Sementara untuk anak-anak, sandiwara radio menumbuhsuburkan imajinasi, melatih daya khayali yang terstimuli hanya dari telinga. Saat bermain silat-silatan, tak jarang terdengar teriakan : Cambuk kilat, hiaaat! Atau Ajian Serat Jiwa, ciaaat! Atau, terimalah ini : Pukulan Seribu Geledek Tegalan Turu, jeddeeerrrr! Ya, memalukan memang. Tapi demikianlah kanak-kanak. Saya sendiri waktu itu punya ajian sakti : Kincir Metu dan Banyucakrabuana dari serial Babad Tanah Leluhur. Untuk Kincir Metu, saya akan berputar-putar sembari maju menghampiri 'musuh', dan untuk Banyucakrabuana, saya akan berputar sekali, merentangkan tangan ke atas lalu mendorong ke depan (mirip-mirip kamehame). Tentu saja tak terjadi apa-apa saat saya melepaskan 'ajian sakti' tersebut, selain rasa pusing dan mual akibat berputar-putar terlalu lama....
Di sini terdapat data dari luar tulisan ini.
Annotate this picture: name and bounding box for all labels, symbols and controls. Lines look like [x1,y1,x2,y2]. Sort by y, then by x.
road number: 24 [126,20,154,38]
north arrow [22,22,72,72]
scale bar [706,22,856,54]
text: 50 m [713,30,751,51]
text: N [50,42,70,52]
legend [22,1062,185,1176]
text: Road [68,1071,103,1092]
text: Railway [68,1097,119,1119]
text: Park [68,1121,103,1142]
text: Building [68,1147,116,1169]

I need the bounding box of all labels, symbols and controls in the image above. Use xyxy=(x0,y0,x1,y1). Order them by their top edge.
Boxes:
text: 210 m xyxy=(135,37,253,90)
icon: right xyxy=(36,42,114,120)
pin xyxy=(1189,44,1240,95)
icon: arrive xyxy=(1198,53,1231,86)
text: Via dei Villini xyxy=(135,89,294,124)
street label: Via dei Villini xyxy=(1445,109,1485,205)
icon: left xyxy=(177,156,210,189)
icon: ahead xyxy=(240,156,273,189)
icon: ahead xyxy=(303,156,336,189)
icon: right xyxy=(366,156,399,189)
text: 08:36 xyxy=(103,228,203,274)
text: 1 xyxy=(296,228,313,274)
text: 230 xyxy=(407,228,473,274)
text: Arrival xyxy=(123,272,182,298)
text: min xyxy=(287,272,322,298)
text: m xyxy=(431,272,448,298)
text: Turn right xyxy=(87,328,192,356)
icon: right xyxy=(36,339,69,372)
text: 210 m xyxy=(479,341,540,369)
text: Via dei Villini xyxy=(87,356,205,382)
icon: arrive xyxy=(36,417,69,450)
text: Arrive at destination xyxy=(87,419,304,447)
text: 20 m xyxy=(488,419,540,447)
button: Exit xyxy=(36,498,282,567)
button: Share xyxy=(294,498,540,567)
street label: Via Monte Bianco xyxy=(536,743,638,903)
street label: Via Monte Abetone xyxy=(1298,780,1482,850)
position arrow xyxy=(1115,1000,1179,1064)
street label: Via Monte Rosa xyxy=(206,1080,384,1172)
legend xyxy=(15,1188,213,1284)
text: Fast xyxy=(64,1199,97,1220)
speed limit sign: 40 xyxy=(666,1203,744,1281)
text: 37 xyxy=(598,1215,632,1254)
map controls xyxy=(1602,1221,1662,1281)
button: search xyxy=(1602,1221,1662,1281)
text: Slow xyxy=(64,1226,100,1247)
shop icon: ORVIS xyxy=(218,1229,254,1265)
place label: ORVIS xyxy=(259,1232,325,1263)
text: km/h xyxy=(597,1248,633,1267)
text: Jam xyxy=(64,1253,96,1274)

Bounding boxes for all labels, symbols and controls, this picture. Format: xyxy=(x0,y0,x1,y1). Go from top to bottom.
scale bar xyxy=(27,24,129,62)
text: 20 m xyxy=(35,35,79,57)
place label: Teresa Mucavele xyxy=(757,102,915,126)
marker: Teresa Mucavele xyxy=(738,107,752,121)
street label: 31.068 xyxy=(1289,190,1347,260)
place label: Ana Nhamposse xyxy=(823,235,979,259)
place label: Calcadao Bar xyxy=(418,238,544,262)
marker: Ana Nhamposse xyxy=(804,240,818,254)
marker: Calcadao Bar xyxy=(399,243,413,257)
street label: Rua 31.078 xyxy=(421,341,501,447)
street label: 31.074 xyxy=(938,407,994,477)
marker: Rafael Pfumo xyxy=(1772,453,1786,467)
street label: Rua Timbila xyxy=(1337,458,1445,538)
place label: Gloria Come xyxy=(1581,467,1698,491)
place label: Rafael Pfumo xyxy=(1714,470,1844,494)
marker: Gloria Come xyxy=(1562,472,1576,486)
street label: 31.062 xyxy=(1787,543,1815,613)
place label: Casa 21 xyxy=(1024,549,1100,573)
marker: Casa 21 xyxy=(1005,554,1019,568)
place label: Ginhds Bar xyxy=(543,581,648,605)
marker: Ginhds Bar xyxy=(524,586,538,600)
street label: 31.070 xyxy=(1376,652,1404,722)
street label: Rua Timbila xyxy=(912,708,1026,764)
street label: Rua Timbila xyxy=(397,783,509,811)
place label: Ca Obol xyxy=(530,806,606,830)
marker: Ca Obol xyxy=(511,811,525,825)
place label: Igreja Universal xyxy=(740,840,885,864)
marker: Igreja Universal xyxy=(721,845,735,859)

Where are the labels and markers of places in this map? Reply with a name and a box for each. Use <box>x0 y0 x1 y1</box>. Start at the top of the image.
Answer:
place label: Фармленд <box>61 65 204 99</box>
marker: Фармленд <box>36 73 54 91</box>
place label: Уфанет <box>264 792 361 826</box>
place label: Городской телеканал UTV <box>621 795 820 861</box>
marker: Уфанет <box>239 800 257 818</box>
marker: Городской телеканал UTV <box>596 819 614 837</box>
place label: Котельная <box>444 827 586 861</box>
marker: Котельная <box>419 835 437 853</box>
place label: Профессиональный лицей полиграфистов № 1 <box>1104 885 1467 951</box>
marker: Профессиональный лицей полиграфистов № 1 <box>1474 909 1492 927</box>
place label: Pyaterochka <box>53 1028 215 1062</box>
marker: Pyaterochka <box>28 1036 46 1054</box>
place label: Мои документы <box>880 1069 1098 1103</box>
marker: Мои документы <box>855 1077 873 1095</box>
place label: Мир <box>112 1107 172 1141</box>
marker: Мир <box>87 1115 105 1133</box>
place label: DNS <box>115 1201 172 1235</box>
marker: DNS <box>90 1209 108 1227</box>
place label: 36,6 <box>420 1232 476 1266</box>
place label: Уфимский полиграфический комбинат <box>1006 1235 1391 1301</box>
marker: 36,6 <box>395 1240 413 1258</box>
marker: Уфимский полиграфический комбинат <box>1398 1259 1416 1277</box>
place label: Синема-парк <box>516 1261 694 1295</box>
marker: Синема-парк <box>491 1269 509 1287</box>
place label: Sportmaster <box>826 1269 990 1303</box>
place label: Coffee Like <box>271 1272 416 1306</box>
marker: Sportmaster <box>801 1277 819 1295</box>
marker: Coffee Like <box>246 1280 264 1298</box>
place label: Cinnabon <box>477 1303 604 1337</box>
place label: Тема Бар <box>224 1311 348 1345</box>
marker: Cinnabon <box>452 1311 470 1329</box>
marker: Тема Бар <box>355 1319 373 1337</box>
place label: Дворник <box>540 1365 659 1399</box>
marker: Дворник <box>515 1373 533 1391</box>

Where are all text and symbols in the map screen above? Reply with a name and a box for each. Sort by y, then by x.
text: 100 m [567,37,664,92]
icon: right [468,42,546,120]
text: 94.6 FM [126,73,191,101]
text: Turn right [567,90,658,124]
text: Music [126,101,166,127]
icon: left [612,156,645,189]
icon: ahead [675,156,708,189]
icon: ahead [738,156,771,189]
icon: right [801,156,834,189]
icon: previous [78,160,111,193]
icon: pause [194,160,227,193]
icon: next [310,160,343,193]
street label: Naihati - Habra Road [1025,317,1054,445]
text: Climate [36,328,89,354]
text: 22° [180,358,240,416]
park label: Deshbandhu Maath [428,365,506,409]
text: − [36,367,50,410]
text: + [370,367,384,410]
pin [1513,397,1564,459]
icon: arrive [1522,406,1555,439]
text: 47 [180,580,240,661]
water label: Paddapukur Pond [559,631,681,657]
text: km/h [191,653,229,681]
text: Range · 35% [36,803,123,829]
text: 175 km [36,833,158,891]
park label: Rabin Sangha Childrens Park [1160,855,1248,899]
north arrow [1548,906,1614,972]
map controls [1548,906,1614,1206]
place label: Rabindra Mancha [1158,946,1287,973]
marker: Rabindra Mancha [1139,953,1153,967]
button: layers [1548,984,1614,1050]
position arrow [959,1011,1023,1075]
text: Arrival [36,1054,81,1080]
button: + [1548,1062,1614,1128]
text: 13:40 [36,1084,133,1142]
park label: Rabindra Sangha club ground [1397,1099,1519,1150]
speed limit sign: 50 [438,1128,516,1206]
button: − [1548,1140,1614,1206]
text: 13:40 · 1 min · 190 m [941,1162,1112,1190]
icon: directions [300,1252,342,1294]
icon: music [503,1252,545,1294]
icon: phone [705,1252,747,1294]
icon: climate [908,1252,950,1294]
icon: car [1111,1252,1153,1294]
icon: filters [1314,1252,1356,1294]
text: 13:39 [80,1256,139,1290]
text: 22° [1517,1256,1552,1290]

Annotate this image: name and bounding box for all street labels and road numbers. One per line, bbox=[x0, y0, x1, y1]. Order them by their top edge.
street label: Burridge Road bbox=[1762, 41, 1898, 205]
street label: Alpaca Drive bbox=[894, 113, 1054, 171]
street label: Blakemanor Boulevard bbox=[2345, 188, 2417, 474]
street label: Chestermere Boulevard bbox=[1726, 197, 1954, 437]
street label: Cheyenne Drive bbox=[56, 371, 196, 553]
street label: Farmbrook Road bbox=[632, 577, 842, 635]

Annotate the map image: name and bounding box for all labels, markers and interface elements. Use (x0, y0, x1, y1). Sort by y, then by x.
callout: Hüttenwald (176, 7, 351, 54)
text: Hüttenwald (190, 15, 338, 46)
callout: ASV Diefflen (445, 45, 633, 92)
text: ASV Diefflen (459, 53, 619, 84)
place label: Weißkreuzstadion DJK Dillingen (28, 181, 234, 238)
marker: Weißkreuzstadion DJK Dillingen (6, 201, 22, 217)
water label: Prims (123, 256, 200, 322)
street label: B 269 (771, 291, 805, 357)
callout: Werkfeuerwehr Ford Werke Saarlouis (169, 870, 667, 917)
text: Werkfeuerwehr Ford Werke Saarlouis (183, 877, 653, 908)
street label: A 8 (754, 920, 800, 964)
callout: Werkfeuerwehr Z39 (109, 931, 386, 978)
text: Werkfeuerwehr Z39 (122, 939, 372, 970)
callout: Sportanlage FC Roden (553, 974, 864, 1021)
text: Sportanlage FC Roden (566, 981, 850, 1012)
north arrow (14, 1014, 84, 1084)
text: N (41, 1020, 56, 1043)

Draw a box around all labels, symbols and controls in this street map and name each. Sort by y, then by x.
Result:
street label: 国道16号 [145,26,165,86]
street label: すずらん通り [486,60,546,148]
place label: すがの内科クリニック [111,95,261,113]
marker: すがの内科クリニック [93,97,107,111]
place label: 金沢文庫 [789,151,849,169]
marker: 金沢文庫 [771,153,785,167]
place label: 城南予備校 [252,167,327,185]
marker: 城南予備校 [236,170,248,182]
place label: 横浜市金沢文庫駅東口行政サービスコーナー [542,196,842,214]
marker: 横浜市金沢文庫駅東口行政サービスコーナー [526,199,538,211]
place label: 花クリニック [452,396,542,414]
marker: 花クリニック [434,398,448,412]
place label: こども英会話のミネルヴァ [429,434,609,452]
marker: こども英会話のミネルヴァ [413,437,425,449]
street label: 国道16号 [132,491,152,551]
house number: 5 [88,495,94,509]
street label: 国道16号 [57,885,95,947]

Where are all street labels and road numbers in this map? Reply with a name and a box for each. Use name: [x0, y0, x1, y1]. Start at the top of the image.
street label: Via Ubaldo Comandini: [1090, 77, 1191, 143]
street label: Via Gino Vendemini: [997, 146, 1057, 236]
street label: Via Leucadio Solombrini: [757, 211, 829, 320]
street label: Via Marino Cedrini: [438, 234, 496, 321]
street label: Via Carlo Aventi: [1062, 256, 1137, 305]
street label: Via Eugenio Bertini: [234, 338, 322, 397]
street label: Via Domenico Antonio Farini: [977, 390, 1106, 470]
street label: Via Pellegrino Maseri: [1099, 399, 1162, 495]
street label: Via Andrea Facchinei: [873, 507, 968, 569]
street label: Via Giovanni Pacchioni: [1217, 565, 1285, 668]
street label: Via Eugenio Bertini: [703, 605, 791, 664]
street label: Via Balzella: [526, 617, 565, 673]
Di sekolah pun racun sandiwara radio masih memperlihatkan pengaruhnya. Saat jam menggambar bebas, saya memilih menggambar tokoh favorit saya : Brama, dengan otot menonjol di sana-sini plus mahkota di kepala (kendati si Ferry Fadly pengisi suara bertubuh ceking mendekati kurus), Lasmini, dengan buah dada ekstra besar (setidaknya itu gambaran masa kecil saya tentang wanita penggoda), dan Mantili yang selalu menenteng pedang bak tukang jagal. Dan tentu saja pertengkaran antar teman di jam istirahat (yang kadang berakhir dengan perkelahian), tentang tokoh siapa yang lebih jago. Atau berlomba-lomba menebak-nebak kisah selanjutnya. Sebab tak ada yang mau mengalah, maka terkadang pertengkaran diselesaikan dengan berantem, dengan kepalan, zonder aji-ajian....


Lalu akhirnya sandiwara radio pun naik pangkat. Dengan penggemar di segenap pelosok tanah air, pihak produser mencium aroma bisnis. Maka lahirlah Saur Sepuh sebagai sandiwara radio pertama yang bermutasi dari radio ke layar perak dengan biaya besar-besaran dan kolosal (untuk ukuran Indonesia). Satria Madangkara menjadi judul pertama disusul Pesanggrahan Kramat, Kembang Gunung Lawu lalu Istana Atap Angin. Dan bagai berlomba-lomba semua produser berupaya menggarap proyek yang sama. Misteri Dari Gunung Merapi merayap ke layar perak dengan episode Penghuni Rumah Tua, Titisan Roh Nyai Kembang, dan Perempuan Berambut Api. Tutur Tinular tak mau ketinggalan juga turut merambah layar perak dengan episode Pedang Naga Puspa dan Naga Puspa Kresna.

Di layar kaca, jangan tanya lagi. Di akhir 80-an dan sepanjang 90-an ruang keluarga di rumah diserbu oleh visualisasi sandiwara radio ini. Nyaris semua sandiwara radio yang populer (dan tak cuma yang bertema laga) di seret ke layar kaca. Sinetron seri laga berlandas sandiwara radio dengan PT Gentabhuana Pitaloka sebagai panglimanya hadir mengisi jam-jam prime time layar kaca.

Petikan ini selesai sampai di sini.